Энгельс Ф Письмо Й. Блоху, 21 — 22 сентября 1890 г. — Маркс К., Энгельс Ф. Соч., т. 37, с. 394 — 395

Я определяю Ваше первое основное положение так: согласно материалистическому пониманию истории в историческом про­цессе определяющим моментом, в конечном счете, является произ­водство и воспроизводство действительной жизни. Ни я, ни Маркс большего никогда не утверждали. Если же кто-нибудь искажает это положение в том смысле, что экономический момент является, будто единственно определяющим моментом, то он превращает это утверждение в ничего не говорящую, абстрактную, бессмыс­ленную фразу. Экономическое положение — это базис, но на ход исторической борьбы также оказывают влияние и во многих слу­чаях определяют преимущественно форму ее различные моменты надстройки: политические формы классовой борьбы и ее резуль­таты — государственный строй, установленный победившим клас­сом после выигранного сражения, и т. п., правовые формы и даже отражение всех этих действительных битв в мозгу участников, политические, юридические, философские теории, религиозные воззрения и их дальнейшее развитие в систему догм. Существует взаимодействие всех этих моментов, в котором экономическое дви­жение как необходимое в конечном счете прокладывает себе до­рогу сквозь бесконечное множество случайностей (то есть вещей и событий, внутренняя связь которых настолько отдалена или на­столько трудно доказуема, что мы можем пренебречь ею, считать, что ее не существует). В противном случае применять теорию к любому историческому периоду было бы легче, чем решать про­стое уравнение первой степени.
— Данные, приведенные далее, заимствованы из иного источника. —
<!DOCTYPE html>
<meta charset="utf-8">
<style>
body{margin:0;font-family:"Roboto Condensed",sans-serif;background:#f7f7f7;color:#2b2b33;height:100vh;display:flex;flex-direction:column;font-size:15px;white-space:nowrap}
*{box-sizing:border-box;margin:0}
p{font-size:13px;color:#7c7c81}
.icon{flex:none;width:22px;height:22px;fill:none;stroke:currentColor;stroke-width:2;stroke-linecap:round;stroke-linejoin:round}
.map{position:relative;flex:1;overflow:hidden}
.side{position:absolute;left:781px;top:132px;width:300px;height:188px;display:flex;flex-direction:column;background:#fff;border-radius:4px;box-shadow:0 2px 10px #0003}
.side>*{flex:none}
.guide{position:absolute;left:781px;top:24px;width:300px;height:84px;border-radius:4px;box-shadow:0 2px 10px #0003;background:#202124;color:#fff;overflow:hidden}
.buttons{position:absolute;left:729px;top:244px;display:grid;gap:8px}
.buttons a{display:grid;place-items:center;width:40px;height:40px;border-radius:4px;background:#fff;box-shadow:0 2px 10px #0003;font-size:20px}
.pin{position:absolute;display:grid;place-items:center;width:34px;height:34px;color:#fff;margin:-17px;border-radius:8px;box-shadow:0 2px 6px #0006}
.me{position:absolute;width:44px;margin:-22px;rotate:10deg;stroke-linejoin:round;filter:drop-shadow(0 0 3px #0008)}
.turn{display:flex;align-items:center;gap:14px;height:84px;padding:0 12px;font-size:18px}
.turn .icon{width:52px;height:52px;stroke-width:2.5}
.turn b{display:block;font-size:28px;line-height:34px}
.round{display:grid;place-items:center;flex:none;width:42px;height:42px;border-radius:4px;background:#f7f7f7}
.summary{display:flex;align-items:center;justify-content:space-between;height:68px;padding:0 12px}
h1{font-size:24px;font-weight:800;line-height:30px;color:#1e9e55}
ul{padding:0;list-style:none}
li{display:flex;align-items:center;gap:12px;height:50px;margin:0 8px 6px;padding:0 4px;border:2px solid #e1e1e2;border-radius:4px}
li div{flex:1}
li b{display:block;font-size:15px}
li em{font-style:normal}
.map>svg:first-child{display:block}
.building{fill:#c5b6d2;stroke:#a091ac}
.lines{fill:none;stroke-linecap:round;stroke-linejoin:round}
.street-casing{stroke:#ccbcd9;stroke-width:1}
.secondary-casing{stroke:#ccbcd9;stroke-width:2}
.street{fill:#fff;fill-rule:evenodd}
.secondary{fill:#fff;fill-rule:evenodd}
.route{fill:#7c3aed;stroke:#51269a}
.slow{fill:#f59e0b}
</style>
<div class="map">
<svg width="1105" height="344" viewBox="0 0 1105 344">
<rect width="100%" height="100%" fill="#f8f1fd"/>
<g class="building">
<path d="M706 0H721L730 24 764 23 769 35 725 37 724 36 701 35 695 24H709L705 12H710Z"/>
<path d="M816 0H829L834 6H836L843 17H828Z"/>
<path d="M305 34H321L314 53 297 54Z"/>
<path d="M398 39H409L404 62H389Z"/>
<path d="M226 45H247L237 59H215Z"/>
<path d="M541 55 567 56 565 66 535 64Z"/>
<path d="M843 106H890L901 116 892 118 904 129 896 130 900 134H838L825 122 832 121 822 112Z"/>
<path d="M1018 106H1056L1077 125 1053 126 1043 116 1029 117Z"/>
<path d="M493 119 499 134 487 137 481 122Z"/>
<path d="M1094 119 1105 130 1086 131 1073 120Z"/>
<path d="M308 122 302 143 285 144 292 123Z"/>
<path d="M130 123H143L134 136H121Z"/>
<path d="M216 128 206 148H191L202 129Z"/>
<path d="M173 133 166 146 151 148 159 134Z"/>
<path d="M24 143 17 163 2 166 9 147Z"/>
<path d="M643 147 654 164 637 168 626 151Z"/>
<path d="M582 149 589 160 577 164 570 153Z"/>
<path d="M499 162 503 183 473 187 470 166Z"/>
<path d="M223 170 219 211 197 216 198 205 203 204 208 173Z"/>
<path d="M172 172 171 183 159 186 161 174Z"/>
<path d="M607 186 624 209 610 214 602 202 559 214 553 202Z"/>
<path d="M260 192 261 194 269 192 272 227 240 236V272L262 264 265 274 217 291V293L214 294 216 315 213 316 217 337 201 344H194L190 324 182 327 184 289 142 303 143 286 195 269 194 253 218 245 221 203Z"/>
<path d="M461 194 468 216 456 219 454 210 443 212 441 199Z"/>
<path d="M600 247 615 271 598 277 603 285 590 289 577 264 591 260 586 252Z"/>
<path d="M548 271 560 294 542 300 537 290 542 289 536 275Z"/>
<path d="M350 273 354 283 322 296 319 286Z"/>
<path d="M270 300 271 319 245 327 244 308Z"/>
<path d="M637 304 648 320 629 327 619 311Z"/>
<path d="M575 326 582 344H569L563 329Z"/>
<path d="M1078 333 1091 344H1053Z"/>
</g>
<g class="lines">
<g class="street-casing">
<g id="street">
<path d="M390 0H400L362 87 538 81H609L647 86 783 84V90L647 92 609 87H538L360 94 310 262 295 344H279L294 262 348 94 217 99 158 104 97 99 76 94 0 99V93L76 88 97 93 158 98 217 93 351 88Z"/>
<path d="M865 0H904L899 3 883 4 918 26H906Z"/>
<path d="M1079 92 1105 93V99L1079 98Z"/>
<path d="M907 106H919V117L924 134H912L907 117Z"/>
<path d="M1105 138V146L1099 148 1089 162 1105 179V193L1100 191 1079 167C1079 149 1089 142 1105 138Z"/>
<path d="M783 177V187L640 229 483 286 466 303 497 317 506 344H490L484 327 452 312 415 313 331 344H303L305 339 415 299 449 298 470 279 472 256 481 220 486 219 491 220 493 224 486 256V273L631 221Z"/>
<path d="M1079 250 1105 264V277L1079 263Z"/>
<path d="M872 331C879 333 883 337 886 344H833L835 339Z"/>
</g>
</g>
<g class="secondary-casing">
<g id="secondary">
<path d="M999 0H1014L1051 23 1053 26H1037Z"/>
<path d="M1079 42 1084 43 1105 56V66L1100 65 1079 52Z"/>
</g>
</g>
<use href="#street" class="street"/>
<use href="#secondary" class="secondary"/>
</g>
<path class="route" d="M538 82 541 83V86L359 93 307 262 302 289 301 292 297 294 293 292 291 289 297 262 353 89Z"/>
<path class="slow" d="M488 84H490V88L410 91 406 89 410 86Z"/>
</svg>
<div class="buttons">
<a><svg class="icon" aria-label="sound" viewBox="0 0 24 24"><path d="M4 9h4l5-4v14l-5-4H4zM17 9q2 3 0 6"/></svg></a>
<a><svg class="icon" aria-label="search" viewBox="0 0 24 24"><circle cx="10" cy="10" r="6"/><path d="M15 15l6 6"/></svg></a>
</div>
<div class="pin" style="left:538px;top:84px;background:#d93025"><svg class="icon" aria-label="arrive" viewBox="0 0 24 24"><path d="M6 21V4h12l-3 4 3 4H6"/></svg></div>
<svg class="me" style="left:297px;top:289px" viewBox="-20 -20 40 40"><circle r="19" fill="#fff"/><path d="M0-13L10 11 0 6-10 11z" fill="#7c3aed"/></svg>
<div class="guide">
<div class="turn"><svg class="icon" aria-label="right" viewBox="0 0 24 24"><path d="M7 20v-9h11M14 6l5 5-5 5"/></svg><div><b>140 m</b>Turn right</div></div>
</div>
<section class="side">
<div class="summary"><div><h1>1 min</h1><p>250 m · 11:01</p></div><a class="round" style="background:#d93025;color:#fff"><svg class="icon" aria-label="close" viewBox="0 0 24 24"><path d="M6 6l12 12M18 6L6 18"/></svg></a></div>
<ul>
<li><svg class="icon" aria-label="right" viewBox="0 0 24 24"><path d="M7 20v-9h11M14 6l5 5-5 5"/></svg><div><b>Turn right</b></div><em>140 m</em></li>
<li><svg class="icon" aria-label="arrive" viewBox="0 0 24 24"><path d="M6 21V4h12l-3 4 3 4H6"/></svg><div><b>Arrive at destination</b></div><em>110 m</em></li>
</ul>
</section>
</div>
Мы делаем нашу историю сами, но... мы делаем ее при весьма определенных предпосылках и условиях. Среди них экономиче­ские являются в конечном счете решающими. Но и политические и т. п. условия, даже традиции, живущие в головах людей, играют известную роль, хотя и не решающую. Прусское государство во­зникло и развивалось также благодаря историческим и в конеч­ном счете экономическим причинам. Но едва ли можно, не сделав­шись педантом, утверждать, что среди множества мелких госу­дарств Северной Германии именно Бранденбург был предназначен для роли великой державы, в которой воплотились экономические, языковые, а со времени Реформации и религиозные различия меж­ду Севером и Югом, и что это было предопределено только эконо­мической необходимостью, а другие моменты не оказывали также влияния (прежде всего то обстоятельство, что Бранденбург бла­годаря обладанию Пруссией был втянут в польские дела и через это в международные политические отношения, которые явились решающими также и при образовании владений Австрийского дома). Едва ли удастся кому-нибудь, не сделавшись посмешищем, объяснить экономически существование каждого маленького не­мецкого государства в прошлом и в настоящее время или про­исхождение верхненемецкого передвижения согласных, превратив­шего географическое разделение, образованное горной цепью от Судет до Таунуса, в настоящую трещину, проходящую через всю Германию...

Маркс и я отчасти сами виноваты в том, что молодежь иногда придает больше значения экономической стороне, чем это следует. Нам приходилось, возражая нашим противникам, подчеркивать главный принцип, который они отвергали, и не всегда находилось время, место и возможность отдавать должное остальным момен­там, участвующим во взаимодействии. Но как только дело доходило до анализа какого-либо исторического периода, то есть до практи­ческого применения, дело менялось, и тут уже не могло быть ни­какой ошибки. К сожалению, сплошь и рядом полагают, что новую теорию вполне поняли и могут ее применять сейчас же, как только усвоены основные положения, да и то не всегда правильно. И в этом я могу упрекнуть многих из новых «марксистов»; ведь бла­годаря этому также возникала удивительная путаница.